*** Block opens ***
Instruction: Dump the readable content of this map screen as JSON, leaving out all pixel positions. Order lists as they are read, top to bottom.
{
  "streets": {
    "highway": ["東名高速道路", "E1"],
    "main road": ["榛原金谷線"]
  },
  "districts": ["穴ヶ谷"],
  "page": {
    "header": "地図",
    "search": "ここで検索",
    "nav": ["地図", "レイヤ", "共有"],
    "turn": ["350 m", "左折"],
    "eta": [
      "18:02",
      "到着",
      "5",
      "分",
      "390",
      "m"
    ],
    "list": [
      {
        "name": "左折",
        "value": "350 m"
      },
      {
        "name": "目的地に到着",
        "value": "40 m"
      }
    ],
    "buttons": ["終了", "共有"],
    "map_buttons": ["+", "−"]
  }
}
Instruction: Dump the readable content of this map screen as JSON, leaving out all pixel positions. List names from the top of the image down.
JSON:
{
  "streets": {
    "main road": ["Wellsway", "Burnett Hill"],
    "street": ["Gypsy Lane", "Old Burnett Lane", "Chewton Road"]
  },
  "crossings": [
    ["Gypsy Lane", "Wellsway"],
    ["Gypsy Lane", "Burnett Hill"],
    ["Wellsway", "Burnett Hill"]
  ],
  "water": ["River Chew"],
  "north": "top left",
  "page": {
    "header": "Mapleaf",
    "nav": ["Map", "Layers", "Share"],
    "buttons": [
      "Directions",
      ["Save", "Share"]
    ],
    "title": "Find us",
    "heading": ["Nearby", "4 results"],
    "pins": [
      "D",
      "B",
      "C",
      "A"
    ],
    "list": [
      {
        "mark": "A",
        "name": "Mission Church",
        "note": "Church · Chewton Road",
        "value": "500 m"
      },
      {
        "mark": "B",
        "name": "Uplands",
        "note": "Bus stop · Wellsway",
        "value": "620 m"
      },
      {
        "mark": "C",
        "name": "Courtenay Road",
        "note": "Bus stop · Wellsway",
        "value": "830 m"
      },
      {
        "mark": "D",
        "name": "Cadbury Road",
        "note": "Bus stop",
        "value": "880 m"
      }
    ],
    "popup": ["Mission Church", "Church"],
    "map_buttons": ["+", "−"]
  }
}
*** Block closes ***
#### Your goal:
Give back each record above exactly as written.

#### Your solution:
Instruction: Dump the readable content of this map screen as JSON, leaving out all pixel positions. Order lists as they are read, top to bottom.
{
  "streets": {
    "highway": ["東名高速道路", "E1"],
    "main road": ["榛原金谷線"]
  },
  "districts": ["穴ヶ谷"],
  "page": {
    "header": "地図",
    "search": "ここで検索",
    "nav": ["地図", "レイヤ", "共有"],
    "turn": ["350 m", "左折"],
    "eta": [
      "18:02",
      "到着",
      "5",
      "分",
      "390",
      "m"
    ],
    "list": [
      {
        "name": "左折",
        "value": "350 m"
      },
      {
        "name": "目的地に到着",
        "value": "40 m"
      }
    ],
    "buttons": ["終了", "共有"],
    "map_buttons": ["+", "−"]
  }
}
Instruction: Dump the readable content of this map screen as JSON, leaving out all pixel positions. List names from the top of the image down.
JSON:
{
  "streets": {
    "main road": ["Wellsway", "Burnett Hill"],
    "street": ["Gypsy Lane", "Old Burnett Lane", "Chewton Road"]
  },
  "crossings": [
    ["Gypsy Lane", "Wellsway"],
    ["Gypsy Lane", "Burnett Hill"],
    ["Wellsway", "Burnett Hill"]
  ],
  "water": ["River Chew"],
  "north": "top left",
  "page": {
    "header": "Mapleaf",
    "nav": ["Map", "Layers", "Share"],
    "buttons": [
      "Directions",
      ["Save", "Share"]
    ],
    "title": "Find us",
    "heading": ["Nearby", "4 results"],
    "pins": [
      "D",
      "B",
      "C",
      "A"
    ],
    "list": [
      {
        "mark": "A",
        "name": "Mission Church",
        "note": "Church · Chewton Road",
        "value": "500 m"
      },
      {
        "mark": "B",
        "name": "Uplands",
        "note": "Bus stop · Wellsway",
        "value": "620 m"
      },
      {
        "mark": "C",
        "name": "Courtenay Road",
        "note": "Bus stop · Wellsway",
        "value": "830 m"
      },
      {
        "mark": "D",
        "name": "Cadbury Road",
        "note": "Bus stop",
        "value": "880 m"
      }
    ],
    "popup": ["Mission Church", "Church"],
    "map_buttons": ["+", "−"]
  }
}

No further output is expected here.